Guillaume Lebedel · · 9 min 
MCP: What's Working, What's Broken, and What Comes Next (what a year in production has taught us)
Table of Contents
In November 2024, Anthropic open-sourced the Model Context Protocol. Within a year, it became the standard for connecting AI models to external tools: 97 million monthly SDK downloads, 10,000+ active servers, and adoption by OpenAI, Microsoft, and Google.
The fundamental question persists: is MCP the right abstraction? Debate continues across Hacker News, Reddit, and developer blogs — some view it as AI tooling’s future, others as over-engineered middleware destined for obsolescence.
StackOne has spent a year building MCP servers, debugging authentication flows, and observing spec evolution. Here’s what works, what remains broken, and what comes next.
The Evolution of Model Context Protocol
MCP began as an experiment rather than finished product. The original specification provided simple JSON-RPC over Server-Sent Events with basic tool definitions. Security incidents forced authentication maturity. Enterprise adoption exposed multi-tenant gaps. When Asana launched their MCP integration, researchers discovered a “Confused Deputy” vulnerability where servers cached responses without re-verifying tenant context.
Scale broke the original transport — SSE worked locally but failed handling thousands of concurrent production connections. Streamable HTTP replaced it.

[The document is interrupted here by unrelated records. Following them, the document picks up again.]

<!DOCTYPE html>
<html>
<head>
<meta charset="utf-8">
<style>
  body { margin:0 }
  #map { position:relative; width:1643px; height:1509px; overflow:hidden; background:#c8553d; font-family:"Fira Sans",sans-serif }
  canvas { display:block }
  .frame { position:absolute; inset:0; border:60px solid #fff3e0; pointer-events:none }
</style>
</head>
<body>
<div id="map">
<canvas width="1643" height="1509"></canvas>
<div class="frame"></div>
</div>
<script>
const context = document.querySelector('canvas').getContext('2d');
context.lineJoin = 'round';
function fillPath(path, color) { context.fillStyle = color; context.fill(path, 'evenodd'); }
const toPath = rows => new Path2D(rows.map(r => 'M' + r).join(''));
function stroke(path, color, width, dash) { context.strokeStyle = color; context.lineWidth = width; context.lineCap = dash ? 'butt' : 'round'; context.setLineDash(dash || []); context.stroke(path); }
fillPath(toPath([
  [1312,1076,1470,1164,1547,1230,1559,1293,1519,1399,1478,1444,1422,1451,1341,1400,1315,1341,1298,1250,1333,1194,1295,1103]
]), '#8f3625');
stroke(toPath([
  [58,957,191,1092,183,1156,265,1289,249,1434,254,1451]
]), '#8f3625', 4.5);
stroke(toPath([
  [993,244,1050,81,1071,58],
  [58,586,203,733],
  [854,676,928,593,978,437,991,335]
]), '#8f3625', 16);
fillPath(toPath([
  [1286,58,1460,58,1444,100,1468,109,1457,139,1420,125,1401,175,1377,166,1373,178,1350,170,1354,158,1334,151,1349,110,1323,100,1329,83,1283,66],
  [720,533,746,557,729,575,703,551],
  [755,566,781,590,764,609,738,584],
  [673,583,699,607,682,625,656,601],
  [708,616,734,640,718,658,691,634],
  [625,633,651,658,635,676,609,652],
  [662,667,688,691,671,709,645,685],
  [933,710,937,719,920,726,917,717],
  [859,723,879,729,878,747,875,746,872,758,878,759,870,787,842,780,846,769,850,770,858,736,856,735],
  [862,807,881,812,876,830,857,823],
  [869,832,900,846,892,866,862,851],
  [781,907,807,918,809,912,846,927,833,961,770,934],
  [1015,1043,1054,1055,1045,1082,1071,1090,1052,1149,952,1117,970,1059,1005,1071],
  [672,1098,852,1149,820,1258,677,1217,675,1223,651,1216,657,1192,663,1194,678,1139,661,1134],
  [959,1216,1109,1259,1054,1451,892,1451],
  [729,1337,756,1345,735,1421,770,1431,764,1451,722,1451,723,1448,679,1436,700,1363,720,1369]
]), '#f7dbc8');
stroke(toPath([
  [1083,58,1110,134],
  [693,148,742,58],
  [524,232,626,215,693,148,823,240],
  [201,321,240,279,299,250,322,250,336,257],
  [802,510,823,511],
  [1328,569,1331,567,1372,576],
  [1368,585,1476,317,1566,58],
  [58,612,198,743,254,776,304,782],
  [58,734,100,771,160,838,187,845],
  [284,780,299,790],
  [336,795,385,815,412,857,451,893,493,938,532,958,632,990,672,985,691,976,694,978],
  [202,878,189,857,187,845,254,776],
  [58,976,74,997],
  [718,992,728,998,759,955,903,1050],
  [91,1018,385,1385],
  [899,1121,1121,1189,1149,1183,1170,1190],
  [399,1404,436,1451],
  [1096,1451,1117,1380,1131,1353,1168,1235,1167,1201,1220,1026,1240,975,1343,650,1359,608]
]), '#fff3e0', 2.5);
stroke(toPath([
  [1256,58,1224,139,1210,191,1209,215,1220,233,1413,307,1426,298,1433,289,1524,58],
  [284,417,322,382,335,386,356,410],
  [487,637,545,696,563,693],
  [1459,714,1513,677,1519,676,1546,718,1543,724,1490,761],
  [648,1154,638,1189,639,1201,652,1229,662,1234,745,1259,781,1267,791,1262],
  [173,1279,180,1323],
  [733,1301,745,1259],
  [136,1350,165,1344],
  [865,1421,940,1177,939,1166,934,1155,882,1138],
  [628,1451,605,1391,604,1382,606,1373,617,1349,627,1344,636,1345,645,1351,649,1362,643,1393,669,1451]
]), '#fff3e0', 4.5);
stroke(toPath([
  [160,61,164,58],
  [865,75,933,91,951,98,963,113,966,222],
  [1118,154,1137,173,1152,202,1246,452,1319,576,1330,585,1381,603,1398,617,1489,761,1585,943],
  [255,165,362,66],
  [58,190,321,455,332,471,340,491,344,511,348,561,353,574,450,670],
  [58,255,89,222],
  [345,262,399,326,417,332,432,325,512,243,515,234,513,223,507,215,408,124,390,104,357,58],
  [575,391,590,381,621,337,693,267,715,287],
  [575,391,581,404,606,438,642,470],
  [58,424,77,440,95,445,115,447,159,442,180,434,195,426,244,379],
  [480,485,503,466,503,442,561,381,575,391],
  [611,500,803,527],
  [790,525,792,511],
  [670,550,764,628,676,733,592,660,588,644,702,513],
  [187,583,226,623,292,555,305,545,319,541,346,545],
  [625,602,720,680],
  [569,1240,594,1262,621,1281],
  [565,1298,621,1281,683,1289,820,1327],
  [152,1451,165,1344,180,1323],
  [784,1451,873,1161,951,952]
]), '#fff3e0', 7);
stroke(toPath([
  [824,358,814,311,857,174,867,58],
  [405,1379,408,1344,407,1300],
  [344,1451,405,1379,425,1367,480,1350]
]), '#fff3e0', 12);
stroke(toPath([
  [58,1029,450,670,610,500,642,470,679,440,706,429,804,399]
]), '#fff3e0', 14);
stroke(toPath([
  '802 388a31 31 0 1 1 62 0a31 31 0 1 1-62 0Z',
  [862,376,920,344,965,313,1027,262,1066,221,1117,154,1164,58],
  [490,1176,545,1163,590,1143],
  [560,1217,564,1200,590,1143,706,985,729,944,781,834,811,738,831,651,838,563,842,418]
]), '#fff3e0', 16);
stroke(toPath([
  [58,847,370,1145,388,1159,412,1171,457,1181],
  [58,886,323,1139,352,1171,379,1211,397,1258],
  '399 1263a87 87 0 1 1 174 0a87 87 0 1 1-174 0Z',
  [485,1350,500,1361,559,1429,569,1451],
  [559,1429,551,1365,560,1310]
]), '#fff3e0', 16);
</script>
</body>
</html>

The ecosystem needed discovery; by early 2025, thousands of community servers scattered across npm, PyPI, and GitHub repositories prompted the Registry launch.
What MCP Gets Right in 2025
Discovery is useful: AI agents ask “what can you do?” and receive structured answers immediately — no hardcoded lists or stale documentation.
The abstraction fits simple cases: Connecting Claude to Notion or letting GPT-4 read GitHub issues becomes much simpler than building custom integrations.
Vendor neutrality matters: The same MCP server works with Claude, GPT-4, Gemini, and local models.
What’s Still Missing in the Model Context Protocol
MCP Authentication Is Still a Mess
The specification technically supports OAuth 2.1, but SDKs and reference implementations assume servers are also authorization servers. Enterprise IdP integration (Okta, Azure AD) requires workarounds. Token lifecycle management proves particularly painful when using third-party authorization — complex token mapping and tracking become necessary.
MCP Multi-Tenant Support Is Bolted On
MCP was designed for single-user, local deployment. Enterprise SaaS requires multi-tenant infrastructure where many users share resources while accessing only their data. The protocol lacks native tenant isolation concepts. Teams must build their own solutions for:
- Tool visibility (which tools can users see?)
- Permission boundaries (what actions are permitted?)
- Data isolation (preventing cross-tenant leaks)
The Asana vulnerability was a Confused Deputy attack: the server trusted cached context without re-verifying who was asking. MCP’s spec doesn’t prevent this. You have to build tenant isolation yourself.
MCP Admin Controls Don’t Exist
Deploying AI agents to teams requires administration controls: which MCP servers can users connect, what tools are allowed per user or role, and how do you audit agent actions? MCP offers no answers.
MCP Tool Discovery Needs Work
The Registry helps clients find servers, but there’s no standard for agents discovering tools within sessions based on context. “I’m working on a Jira ticket” should automatically surface relevant tools. “I’m in a code review” should show a different set. Applications must embed this logic themselves.
MCP Notifications Are Immature
MCP operates on request-response: clients ask, servers answer. Real integrations need push capabilities — new emails arrived, builds finished, PR comments posted. While specification hooks exist, implementation guidance remains thin and tooling support inconsistent.
What Developers Say About MCP
The developer sentiment on MCP is… mixed. Reddit threads and GitHub discussions paint a picture of genuine frustration alongside cautious optimism.
On server quality: “95% of MCP servers are utter garbage.” That’s a real quote from the MCP subreddit, and it reflects a common complaint. The barrier to publishing an MCP server is low. The barrier to publishing a good one is much higher.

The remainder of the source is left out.